Provided entries below:

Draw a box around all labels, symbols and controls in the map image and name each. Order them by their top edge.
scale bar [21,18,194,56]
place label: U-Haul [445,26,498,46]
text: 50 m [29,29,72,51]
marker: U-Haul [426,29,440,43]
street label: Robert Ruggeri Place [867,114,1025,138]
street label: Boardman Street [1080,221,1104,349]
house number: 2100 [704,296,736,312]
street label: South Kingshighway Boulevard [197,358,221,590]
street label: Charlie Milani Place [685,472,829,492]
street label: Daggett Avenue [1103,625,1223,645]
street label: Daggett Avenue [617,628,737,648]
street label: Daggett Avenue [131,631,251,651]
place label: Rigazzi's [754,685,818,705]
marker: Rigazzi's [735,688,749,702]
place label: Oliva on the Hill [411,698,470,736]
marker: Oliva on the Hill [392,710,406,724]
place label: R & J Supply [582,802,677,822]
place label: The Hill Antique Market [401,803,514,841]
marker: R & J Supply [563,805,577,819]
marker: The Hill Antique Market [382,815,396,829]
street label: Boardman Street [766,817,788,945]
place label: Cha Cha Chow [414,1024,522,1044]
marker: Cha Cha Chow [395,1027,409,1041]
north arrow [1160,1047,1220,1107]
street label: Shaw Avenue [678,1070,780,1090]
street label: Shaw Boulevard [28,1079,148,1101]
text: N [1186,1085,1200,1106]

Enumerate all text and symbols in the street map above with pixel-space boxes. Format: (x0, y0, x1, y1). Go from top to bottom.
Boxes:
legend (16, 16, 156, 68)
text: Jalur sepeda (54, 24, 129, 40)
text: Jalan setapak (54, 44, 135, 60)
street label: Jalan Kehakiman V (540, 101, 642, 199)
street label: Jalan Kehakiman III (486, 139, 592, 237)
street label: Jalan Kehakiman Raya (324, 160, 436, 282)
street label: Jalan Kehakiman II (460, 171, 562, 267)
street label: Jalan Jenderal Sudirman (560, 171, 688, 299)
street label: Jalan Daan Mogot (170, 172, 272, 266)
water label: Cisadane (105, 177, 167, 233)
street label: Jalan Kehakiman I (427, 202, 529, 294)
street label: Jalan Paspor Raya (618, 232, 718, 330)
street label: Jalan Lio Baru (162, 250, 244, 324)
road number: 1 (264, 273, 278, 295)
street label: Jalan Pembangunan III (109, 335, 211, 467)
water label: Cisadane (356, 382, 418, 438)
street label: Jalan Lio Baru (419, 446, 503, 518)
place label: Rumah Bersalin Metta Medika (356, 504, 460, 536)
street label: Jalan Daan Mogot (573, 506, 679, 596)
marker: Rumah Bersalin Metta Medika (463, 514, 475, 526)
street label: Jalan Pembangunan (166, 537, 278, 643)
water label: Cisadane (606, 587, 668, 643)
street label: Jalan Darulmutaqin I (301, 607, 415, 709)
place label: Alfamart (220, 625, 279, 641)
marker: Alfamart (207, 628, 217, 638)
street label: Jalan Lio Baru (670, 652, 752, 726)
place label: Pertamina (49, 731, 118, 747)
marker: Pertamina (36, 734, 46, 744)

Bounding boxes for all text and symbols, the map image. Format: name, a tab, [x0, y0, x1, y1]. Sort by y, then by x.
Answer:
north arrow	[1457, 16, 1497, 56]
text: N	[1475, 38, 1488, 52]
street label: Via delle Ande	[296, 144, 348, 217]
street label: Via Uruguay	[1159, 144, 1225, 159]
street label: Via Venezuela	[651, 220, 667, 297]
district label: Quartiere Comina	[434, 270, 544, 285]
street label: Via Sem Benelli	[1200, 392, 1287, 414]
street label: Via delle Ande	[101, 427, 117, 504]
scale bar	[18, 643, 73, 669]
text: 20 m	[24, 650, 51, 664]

End of Provided entries.
Provided entries below:

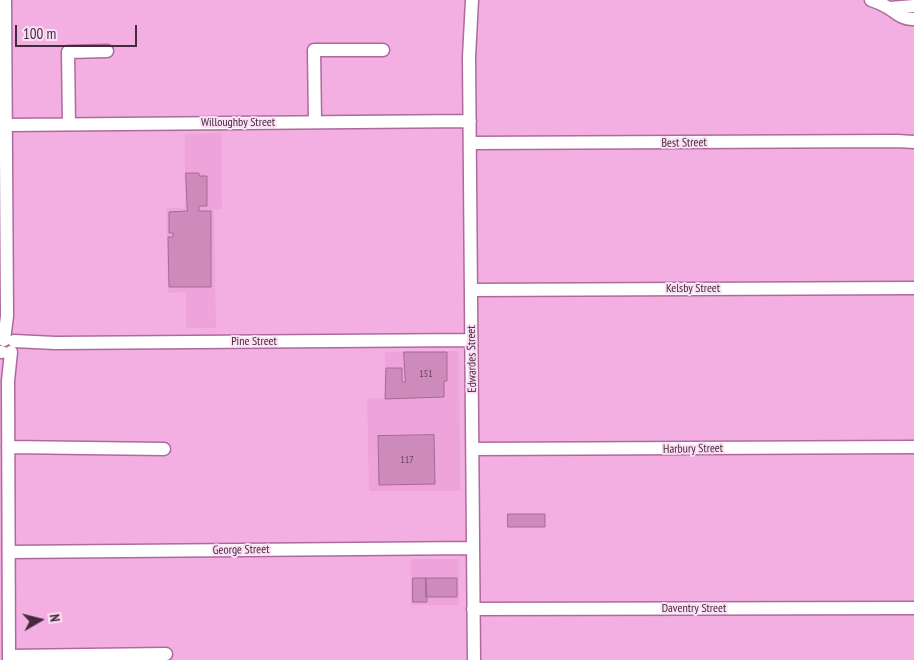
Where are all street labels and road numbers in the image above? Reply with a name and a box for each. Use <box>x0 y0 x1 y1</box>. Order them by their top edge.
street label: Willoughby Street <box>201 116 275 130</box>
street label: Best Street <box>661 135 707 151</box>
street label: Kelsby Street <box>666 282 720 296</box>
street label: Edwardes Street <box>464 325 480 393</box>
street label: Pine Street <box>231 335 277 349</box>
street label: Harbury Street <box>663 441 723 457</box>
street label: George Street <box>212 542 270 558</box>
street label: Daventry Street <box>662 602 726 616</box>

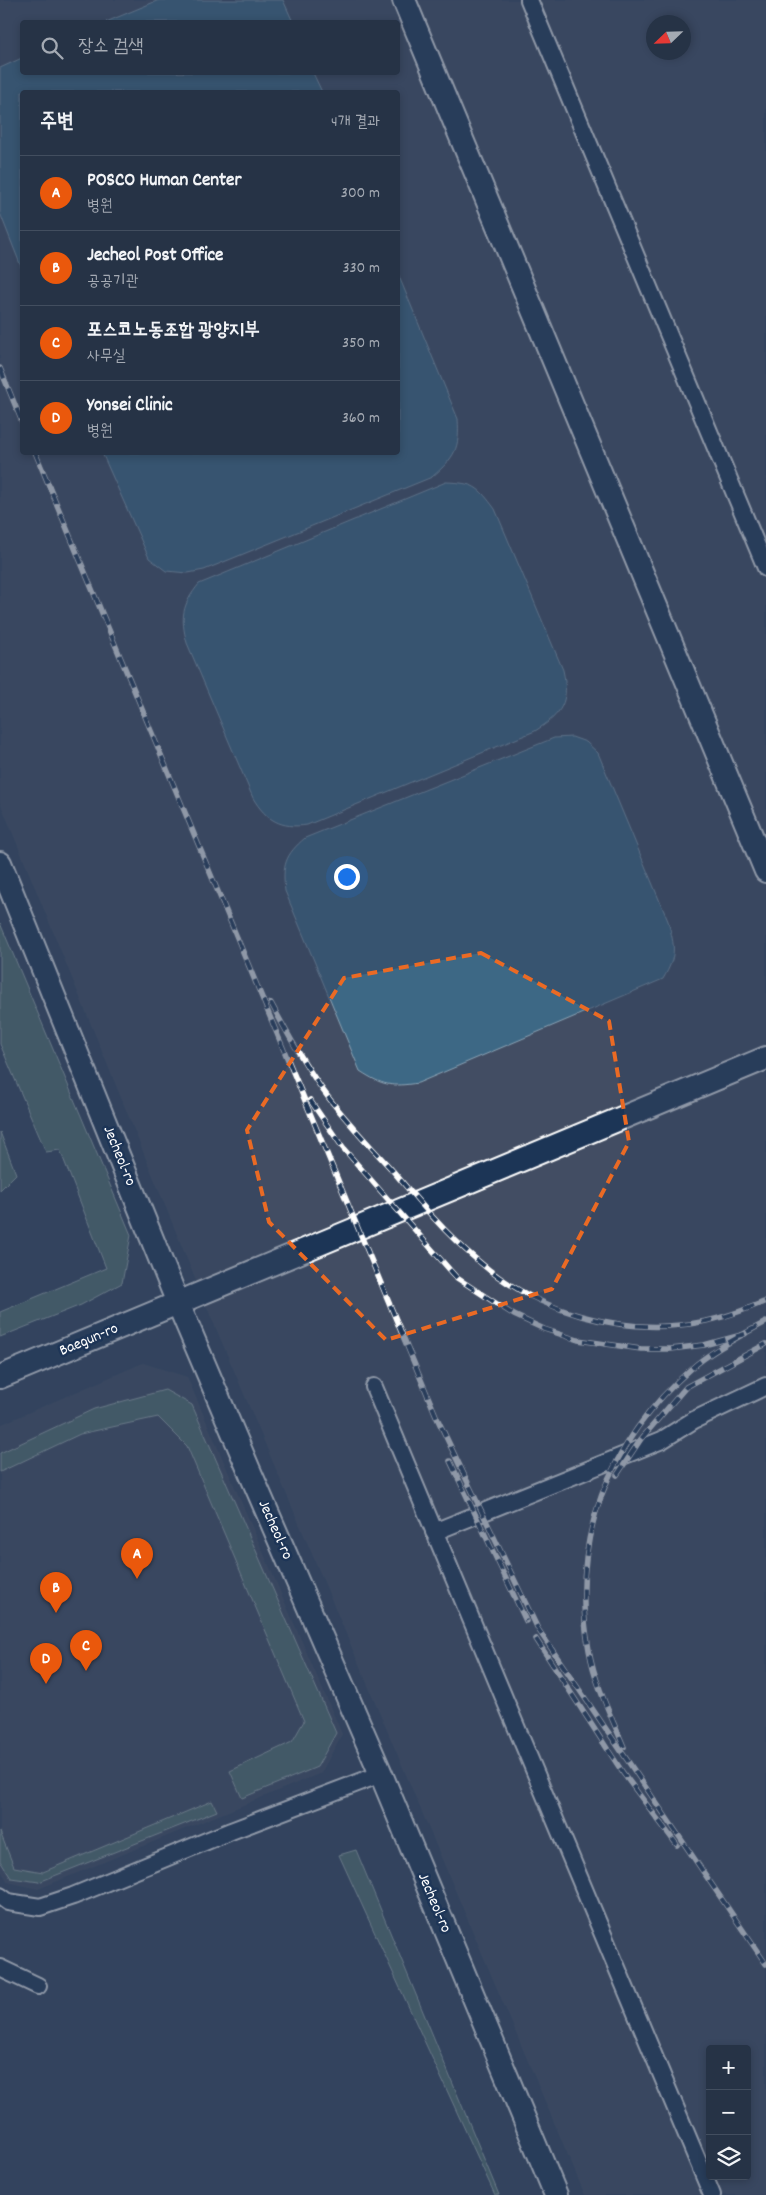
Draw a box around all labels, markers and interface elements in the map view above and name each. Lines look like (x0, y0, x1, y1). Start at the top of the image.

End of Provided entries.

* _Instructions to follow_
Search the listing for the word "Format" and return each line that holds it.

* _Final answer_
Enumerate all text and symbols in the street map above with pixel-space boxes. Format: (x0, y0, x1, y1). Go from top to bottom.
Bounding boxes for all text and symbols, the map image. Format: name, a tab, [x0, y0, x1, y1]. Sort by y, then by x.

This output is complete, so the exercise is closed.